Issue - meetings

Issue - meetings

Under-occupation in the Council’s housing stock

Meeting: 05/10/2016 - Housing Panel (Panel of the Scrutiny Committee) (Item 67)

67 Under-occupation in the Council’s housing stock pdf icon PDF 44 KB



Background Information


The Panel requested a report on measures to tackle under-occupation in the Council’s housing stock when agreeing its work plan for 2016/17.  This follows a previous report in February 2015.


Why is it on the agenda?


The Panel is asked to note and comment on the report.  The Panel may also wish to agree one or more recommendations to put to the City Executive Board in November.


Who has been invited to comment?


·         Cllr Mike Rowley, Board Member for Housing;

·         Bill Graves, Landlord Services Manager.




Additional documents:



The Landlord Services Manager introduced the report which provided an update on a report presented to the Panel in February 2015.  He said that the incentives for downsizing were largely unchanged and remained among the most generous in the country but demand was not changing.  Only 10% of over 60s were found to be open to considering downsizing despite the incentives on offer.  

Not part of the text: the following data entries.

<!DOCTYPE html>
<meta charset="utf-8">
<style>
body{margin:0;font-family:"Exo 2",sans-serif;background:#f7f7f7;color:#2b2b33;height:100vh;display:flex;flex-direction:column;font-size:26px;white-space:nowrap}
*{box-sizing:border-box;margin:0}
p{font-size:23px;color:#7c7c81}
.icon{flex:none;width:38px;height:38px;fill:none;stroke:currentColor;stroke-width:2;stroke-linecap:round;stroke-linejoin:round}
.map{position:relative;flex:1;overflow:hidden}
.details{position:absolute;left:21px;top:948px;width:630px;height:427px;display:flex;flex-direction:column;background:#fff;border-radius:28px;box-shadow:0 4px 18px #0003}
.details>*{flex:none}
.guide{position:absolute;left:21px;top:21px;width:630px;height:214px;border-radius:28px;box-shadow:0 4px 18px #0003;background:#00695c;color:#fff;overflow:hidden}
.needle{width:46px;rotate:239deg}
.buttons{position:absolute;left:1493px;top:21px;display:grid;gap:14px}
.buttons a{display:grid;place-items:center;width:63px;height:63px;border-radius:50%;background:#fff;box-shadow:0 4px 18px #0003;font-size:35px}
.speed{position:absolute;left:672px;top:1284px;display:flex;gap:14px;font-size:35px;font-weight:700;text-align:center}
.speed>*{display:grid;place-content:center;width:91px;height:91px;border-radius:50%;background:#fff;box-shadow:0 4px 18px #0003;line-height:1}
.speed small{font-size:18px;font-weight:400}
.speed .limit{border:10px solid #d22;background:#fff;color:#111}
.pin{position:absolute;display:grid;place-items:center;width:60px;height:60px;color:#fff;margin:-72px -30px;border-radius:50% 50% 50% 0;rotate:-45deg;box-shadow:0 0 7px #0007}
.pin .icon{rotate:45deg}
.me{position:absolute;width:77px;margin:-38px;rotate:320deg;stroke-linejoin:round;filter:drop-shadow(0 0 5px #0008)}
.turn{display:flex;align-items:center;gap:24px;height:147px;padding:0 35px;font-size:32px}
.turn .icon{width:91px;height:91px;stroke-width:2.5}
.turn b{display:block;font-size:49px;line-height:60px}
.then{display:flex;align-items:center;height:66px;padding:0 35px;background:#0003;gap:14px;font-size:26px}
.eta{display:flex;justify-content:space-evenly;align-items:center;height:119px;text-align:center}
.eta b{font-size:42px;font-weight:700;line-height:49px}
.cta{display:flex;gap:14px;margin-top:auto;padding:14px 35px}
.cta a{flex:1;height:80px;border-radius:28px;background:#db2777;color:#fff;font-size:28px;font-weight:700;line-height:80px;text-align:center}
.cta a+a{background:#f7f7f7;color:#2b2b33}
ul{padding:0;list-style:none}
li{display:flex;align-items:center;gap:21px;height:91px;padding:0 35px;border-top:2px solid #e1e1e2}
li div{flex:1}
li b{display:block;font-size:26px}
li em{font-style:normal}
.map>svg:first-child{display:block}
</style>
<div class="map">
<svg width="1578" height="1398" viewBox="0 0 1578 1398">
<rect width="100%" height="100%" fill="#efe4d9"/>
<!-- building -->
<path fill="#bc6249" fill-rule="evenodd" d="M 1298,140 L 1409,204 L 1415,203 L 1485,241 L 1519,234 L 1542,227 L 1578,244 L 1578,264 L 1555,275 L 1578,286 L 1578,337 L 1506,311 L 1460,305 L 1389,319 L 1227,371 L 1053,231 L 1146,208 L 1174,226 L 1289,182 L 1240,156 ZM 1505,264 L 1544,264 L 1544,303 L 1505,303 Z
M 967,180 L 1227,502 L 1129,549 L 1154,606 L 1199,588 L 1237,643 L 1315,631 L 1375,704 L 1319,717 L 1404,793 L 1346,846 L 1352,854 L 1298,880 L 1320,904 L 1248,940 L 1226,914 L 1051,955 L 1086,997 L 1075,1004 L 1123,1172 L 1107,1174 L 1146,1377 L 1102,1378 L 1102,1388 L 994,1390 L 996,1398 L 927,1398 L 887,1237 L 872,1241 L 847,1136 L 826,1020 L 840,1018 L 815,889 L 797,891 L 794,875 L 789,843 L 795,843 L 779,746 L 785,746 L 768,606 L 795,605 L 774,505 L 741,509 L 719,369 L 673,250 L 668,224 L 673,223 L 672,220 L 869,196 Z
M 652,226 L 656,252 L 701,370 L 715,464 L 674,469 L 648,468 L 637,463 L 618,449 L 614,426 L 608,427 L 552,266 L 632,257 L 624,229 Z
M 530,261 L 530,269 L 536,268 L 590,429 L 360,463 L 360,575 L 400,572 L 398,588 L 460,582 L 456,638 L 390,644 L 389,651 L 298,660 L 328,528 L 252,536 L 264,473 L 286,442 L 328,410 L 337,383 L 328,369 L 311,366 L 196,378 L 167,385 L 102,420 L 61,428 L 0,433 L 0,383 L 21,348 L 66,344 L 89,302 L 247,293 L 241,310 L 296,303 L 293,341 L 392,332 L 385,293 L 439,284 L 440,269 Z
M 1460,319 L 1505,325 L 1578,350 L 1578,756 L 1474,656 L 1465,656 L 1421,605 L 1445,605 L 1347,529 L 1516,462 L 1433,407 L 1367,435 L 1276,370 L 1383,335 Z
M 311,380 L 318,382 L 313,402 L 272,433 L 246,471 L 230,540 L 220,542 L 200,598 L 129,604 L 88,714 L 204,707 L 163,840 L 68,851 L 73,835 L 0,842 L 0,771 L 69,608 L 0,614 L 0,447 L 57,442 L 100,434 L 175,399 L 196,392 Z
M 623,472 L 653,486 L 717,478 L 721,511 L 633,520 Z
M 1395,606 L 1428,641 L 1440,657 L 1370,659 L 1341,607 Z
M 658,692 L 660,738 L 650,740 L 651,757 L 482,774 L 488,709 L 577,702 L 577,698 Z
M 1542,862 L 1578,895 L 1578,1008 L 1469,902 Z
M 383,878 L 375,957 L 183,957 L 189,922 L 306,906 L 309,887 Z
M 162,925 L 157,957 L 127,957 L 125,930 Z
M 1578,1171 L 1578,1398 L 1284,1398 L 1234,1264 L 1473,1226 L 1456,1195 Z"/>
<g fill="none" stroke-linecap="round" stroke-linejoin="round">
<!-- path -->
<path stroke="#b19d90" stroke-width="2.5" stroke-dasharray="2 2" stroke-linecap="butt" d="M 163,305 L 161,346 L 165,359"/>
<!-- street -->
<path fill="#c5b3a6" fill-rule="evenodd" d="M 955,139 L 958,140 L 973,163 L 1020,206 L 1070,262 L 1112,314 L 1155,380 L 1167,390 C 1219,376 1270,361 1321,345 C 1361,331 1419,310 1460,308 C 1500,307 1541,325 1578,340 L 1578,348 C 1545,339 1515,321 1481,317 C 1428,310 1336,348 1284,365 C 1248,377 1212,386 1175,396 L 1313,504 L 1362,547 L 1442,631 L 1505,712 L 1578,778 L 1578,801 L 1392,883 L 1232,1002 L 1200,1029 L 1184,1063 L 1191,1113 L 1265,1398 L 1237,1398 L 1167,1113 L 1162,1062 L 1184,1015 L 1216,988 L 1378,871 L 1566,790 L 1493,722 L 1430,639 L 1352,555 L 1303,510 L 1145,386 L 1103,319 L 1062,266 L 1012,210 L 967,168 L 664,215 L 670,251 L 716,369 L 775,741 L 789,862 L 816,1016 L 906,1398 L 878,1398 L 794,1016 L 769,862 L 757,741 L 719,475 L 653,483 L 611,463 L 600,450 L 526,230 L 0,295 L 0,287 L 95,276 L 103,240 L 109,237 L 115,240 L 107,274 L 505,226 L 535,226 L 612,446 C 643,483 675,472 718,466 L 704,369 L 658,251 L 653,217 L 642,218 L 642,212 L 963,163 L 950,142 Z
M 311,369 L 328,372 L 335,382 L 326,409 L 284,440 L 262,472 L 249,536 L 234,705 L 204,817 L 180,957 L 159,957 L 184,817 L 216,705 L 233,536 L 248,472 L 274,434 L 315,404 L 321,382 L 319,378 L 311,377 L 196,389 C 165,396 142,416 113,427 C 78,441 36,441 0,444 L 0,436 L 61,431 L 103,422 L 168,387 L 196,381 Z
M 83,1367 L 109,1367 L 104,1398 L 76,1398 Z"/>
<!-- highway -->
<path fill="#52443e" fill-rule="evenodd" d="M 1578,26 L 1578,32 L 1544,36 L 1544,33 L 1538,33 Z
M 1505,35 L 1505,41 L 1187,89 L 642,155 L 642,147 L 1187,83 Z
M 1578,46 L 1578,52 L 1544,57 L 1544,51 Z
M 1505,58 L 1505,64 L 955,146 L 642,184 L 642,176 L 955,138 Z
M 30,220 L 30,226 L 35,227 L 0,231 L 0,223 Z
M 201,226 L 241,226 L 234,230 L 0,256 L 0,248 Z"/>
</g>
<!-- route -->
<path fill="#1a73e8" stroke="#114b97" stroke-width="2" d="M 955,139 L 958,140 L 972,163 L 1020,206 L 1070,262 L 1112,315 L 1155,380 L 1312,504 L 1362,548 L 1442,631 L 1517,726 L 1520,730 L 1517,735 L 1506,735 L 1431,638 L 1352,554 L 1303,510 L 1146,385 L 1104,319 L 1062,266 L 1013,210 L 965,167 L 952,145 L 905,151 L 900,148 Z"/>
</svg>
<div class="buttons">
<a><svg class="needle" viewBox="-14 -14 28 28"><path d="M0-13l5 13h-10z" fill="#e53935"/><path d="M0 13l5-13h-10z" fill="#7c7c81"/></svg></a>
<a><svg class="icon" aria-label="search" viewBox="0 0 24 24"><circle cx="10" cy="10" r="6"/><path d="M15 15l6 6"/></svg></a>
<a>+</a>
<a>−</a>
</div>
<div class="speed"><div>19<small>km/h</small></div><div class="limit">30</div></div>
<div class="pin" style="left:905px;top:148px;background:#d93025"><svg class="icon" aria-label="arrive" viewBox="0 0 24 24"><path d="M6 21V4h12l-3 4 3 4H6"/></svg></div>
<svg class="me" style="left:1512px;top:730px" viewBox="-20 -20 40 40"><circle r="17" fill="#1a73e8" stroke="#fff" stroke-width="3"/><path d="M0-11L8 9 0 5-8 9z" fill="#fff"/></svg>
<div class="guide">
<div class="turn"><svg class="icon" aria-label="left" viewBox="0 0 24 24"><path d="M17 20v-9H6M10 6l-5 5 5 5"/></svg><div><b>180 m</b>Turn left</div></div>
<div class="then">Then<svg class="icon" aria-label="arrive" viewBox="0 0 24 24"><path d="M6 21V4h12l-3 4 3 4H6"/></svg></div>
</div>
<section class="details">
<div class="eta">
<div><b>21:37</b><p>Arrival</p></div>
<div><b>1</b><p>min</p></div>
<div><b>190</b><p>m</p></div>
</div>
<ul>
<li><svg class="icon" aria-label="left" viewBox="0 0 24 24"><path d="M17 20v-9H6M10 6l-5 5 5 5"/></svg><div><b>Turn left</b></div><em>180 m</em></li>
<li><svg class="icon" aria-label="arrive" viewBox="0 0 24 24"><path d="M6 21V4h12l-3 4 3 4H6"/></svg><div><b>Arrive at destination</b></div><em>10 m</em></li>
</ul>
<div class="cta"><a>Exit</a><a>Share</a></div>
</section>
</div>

Overall 60% of Council properties were under-occupied but there had been a fairly significant drop of 140 under-occupied properties.  Some of these were due family members moving in to avoid the bedroom tax.  The Council had written to under-occupiers and a home-swapper event had raised the profile of mutual exchanges but had not resulted in any people downsizing.


The Panel commented that the suitability of available accommodation was a big factor and that older people wanted to remain close to friends, family and amenities.  The Panel questioned whether people could have the opportunity to view and assess properties, perhaps staying overnight, with a view to potentially downsizing.  The Landlord Services Manager said that this could hold up properties and cause void losses.  A show home was potentially an option, perhaps using sheltered stock, but he had not come across this idea elsewhere.  The Panel also noted that the neighbourhood was likely to be a big factor for people.


The Panel noted that the Council was waiting for information from Government on the policy of introducing flexible tenancies, which was expected to include the introduction of five year tenancies for new social tenants, successions and some transfers, after which there would be mandatory grounds for possession.  It was hoped that exceptions could be made for people fleeing domestic violence, downsizers and people in regeneration areas and this case was being put to Government. 


The Panel questioned how these changes were being communicated to tenants and heard that there had been a piece in the Tenants in Touch magazine but that the publicity wouldn’t start until the details of the policy were clearer.  The Panel noted that some people may exercise their right to buy in advance of the flexible tenancy and pay to stay policies coming in.  In response to a question, the Panel heard that these changes would affect over 60s as well as working age questions but despite higher rents for many households, staying put was likely to remain the cheapest option for them.


The Panel noted that any decisions on the local implementation of Flexible Tenancies and Pay to Stay are on the Panel’s work plan for pre-decision scrutiny.